While a lot of good work has been done to create a consistent user experience across the national platform, gaps still exist. Those shortfalls are mostly born from having separate operation teams for each cluster: implementation details decided by local teams become policy for specific sites. From a service model perspective siloed operations introduce inconsistencies and technical non-conformities which result in a loss of efficiency. A natural consideration would be to consolidate operations into a single operational team for each type of service, which would also leverage the benefits of geographical dispersion and time-zone differences.

Note that it may be perfectly acceptable to have different policies when an infrastructure serves a specific need. For example, the Niagara cluster is meant for large parallel jobs, and it is therefore natural that its scheduler does not accept single-core jobs. Another acceptable example would be an infrastructure designed to serve the needs of researchers with sensitive data, which could be designed with stricter security policies than other infrastructure. Many of the differences are however not driven by any such reasoning and should be considered for improvement. Below are such examples.

Internet access from the compute nodes

The policy for accessing the Internet from compute nodes varies widely: on Cedar, access is allowed by default, on Graham and Béluga, it is blocked by default, but exceptions are granted by the operation teams upon request, while on Niagara, it is blocked and users are left to configure workarounds through SSH tunnels.

Front node policies

Front nodes of the various clusters have different restrictions. For example, Cedar allows to run periodic jobs (crontab), while Graham, Béluga and Niagara do not. Limits on memory usage and CPU usage on those nodes also differ across clusters. On Graham, users can connect directly to data transfer nodes, but not to those of Béluga, Cedar or Niagara.

Scheduling policies

While the sites use the same scheduling software (Slurm), scheduling policies vary quite a bit across sites. For example, the maximum job duration varies from 1 day (on Niagara) to 7 days (on Béluga), to 30 days (on Cedar and Graham). Other variations include the number of jobs that a user can submit, what location they can submit from (Cedar forbids submitting jobs from /​home), or where they can write during a job (Niagara’s /​home is read-only on compute nodes).

Globus file transfer

All of the clusters support Globus as a tool to transfer large files across the sites. However, not all sites have it installed the same way. On Cedar and Béluga, users use a federated authentication provider provided by Compute Canada which only requires users to log in once (single sign-on), while Graham and Niagara require users to send their credentials to a third party (Globus).

The Niagara exception

It is well known within the organization that the Niagara team took many design decisions that

are very different from the other sites. The cluster does not use the same filesystem layout as the other clusters, users on Niagara do not have the same POSIX group memberships, and the default file permissions are also different. Moreover, the Niagara team still uses and advertises a separate helpdesk email address, which is not accessible to staff outside of the Niagara team, and a separate documentation website –​which is not bilingual​. Finally, the portable software environment that Compute Canada supports is also merely offered to users as an alternative to a local software environment, which is incompatible with Compute Canada’s and is being maintained independently and in duplication.
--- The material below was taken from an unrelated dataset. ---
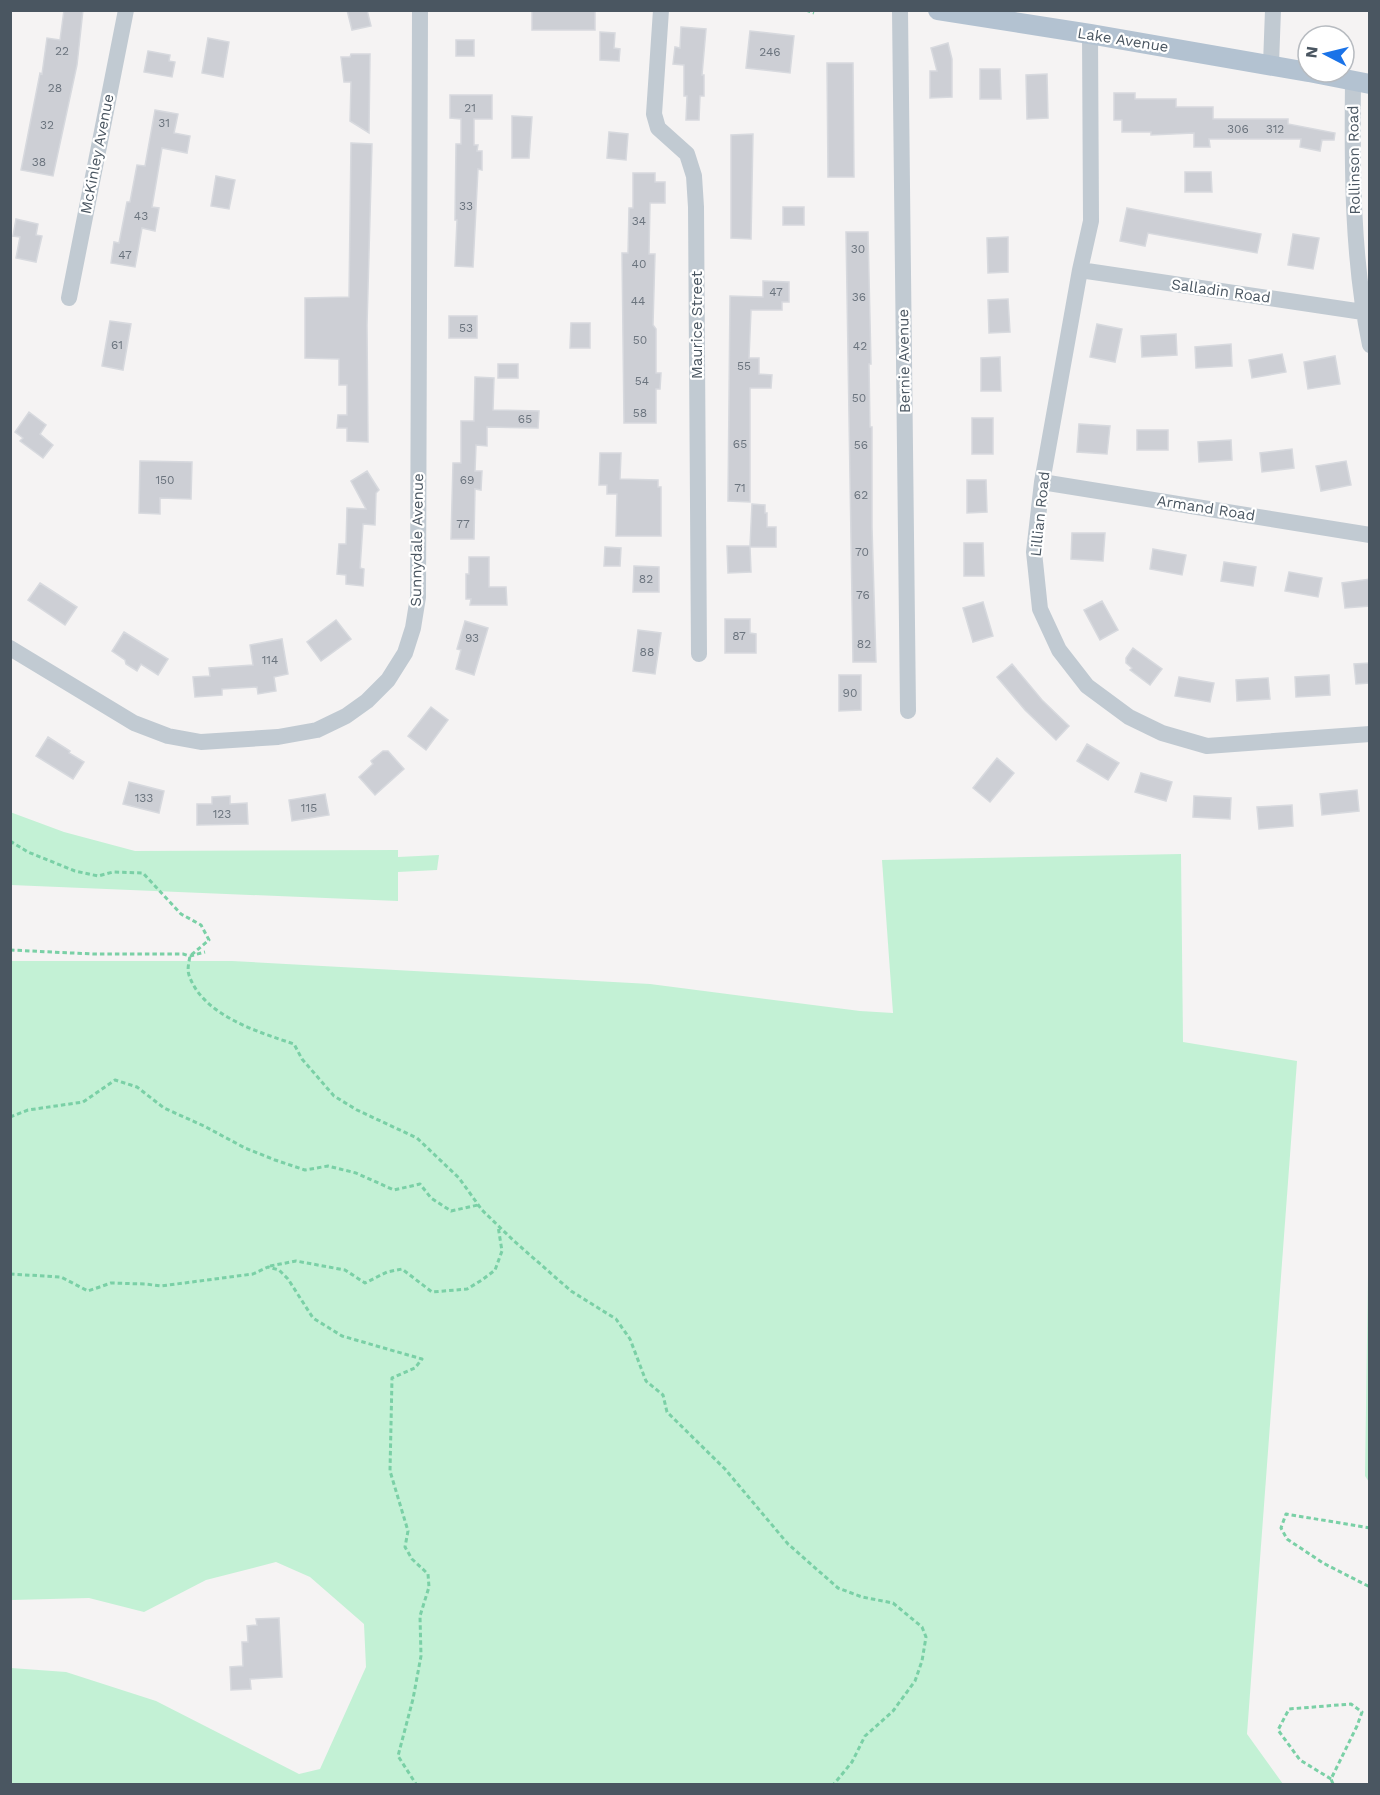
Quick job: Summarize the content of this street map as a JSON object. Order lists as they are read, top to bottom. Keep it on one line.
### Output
{"streets":{"main road":["Lake Avenue"],"street":["McKinley Avenue","Rollinson Road","Salladin Road","Maurice Street","Bernie Avenue","Armand Road","Lillian Road","Sunnydale Avenue"]},"crossings":[["Lake Avenue","Lillian Road"],["Rollinson Road","Salladin Road"],["Salladin Road","Lillian Road"],["Armand Road","Lillian Road"]],"house_numbers":["22","246","28","21","31","32","306","312","38","33","43","34","30","47","40","47","36","44","53","50","61","42","55","54","50","58","65","65","56","150","69","71","62","77","70","82","76","87","93","82","88","114","90","133","115","123"],"north":"left"}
Different services on different sites

Because decision making is currently a local function, different hosting sites develop different services. For example, the Cedar team is hosting a NextCloud service, Graham and Cedar offer database services and Graham offers dedicated VDI (visualisation) nodes. Béluga and Niagara both offer a service for Jupyter notebooks, but their implementation is different. Currently, when coordination does happen and the same service is deployed on multiple sites, it is usually deployed independently, by different people, and it results in different implementation decisions.

Why do such differences matter ?

The above are just a few examples of remaining discrepancies across the existing clusters. When taking each individually, it may not seem like a big problem. However, each of them is a barrier for user migration from one cluster to another. We have encountered examples of users not being able to easily migrate from Cedar or Graham to Béluga, because their workload is tailored to running jobs longer than 7 days. Others can not easily use Niagara, because they require Internet access. Others must use Graham because they require VDI nodes, or Cedar or Graham because they need database services. Others have a hard time using Graham and Cedar because they need Jupyter notebooks. Finally, some may have security requirements that are met by one cluster and not the other.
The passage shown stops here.